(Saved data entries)
>>

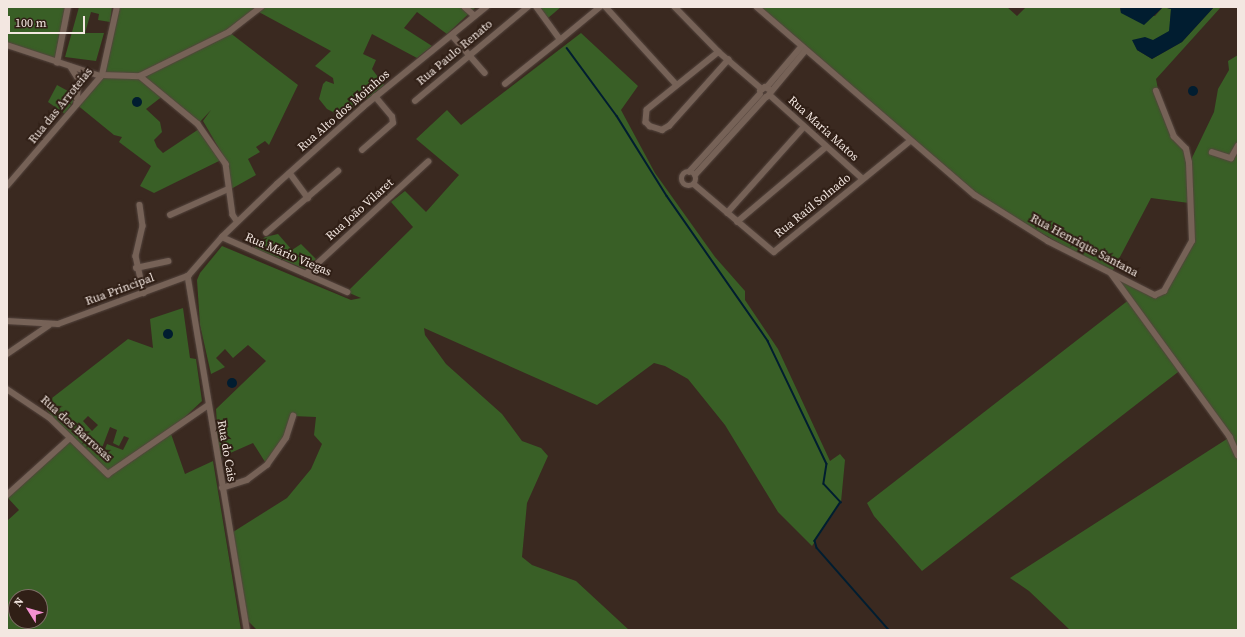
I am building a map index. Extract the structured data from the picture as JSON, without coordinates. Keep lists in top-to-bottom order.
{
  "streets": {
    "street": [
      "Rua Paulo Renato",
      "Rua das Arroteias",
      "Rua Alto dos Moinhos",
      "Rua Maria Matos",
      "Rua Raúl Solnado",
      "Rua João Vilaret",
      "Rua Henrique Santana",
      "Rua Mário Viegas",
      "Rua Principal",
      "Rua dos Barrosas",
      "Rua do Cais"
    ]
  },
  "crossings": [
    ["Rua Alto dos Moinhos", "Rua Mário Viegas"],
    ["Rua Alto dos Moinhos", "Rua Principal"],
    ["Rua Maria Matos", "Rua Raúl Solnado"],
    ["Rua Raúl Solnado", "Rua Henrique Santana"],
    ["Rua João Vilaret", "Rua Mário Viegas"],
    ["Rua Mário Viegas", "Rua Principal"],
    ["Rua Principal", "Rua do Cais"],
    ["Rua dos Barrosas", "Rua do Cais"]
  ],
  "scale_bar": "100 m",
  "north": "top left"
}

<<

**Your goal**
Please retype the whole of the data precisely, omitting pictures.

**Output of the exercise**
I am building a map index. Extract the structured data from the picture as JSON, without coordinates. Keep lists in top-to-bottom order.
{
  "streets": {
    "street": [
      "Rua Paulo Renato",
      "Rua das Arroteias",
      "Rua Alto dos Moinhos",
      "Rua Maria Matos",
      "Rua Raúl Solnado",
      "Rua João Vilaret",
      "Rua Henrique Santana",
      "Rua Mário Viegas",
      "Rua Principal",
      "Rua dos Barrosas",
      "Rua do Cais"
    ]
  },
  "crossings": [
    ["Rua Alto dos Moinhos", "Rua Mário Viegas"],
    ["Rua Alto dos Moinhos", "Rua Principal"],
    ["Rua Maria Matos", "Rua Raúl Solnado"],
    ["Rua Raúl Solnado", "Rua Henrique Santana"],
    ["Rua João Vilaret", "Rua Mário Viegas"],
    ["Rua Mário Viegas", "Rua Principal"],
    ["Rua Principal", "Rua do Cais"],
    ["Rua dos Barrosas", "Rua do Cais"]
  ],
  "scale_bar": "100 m",
  "north": "top left"
}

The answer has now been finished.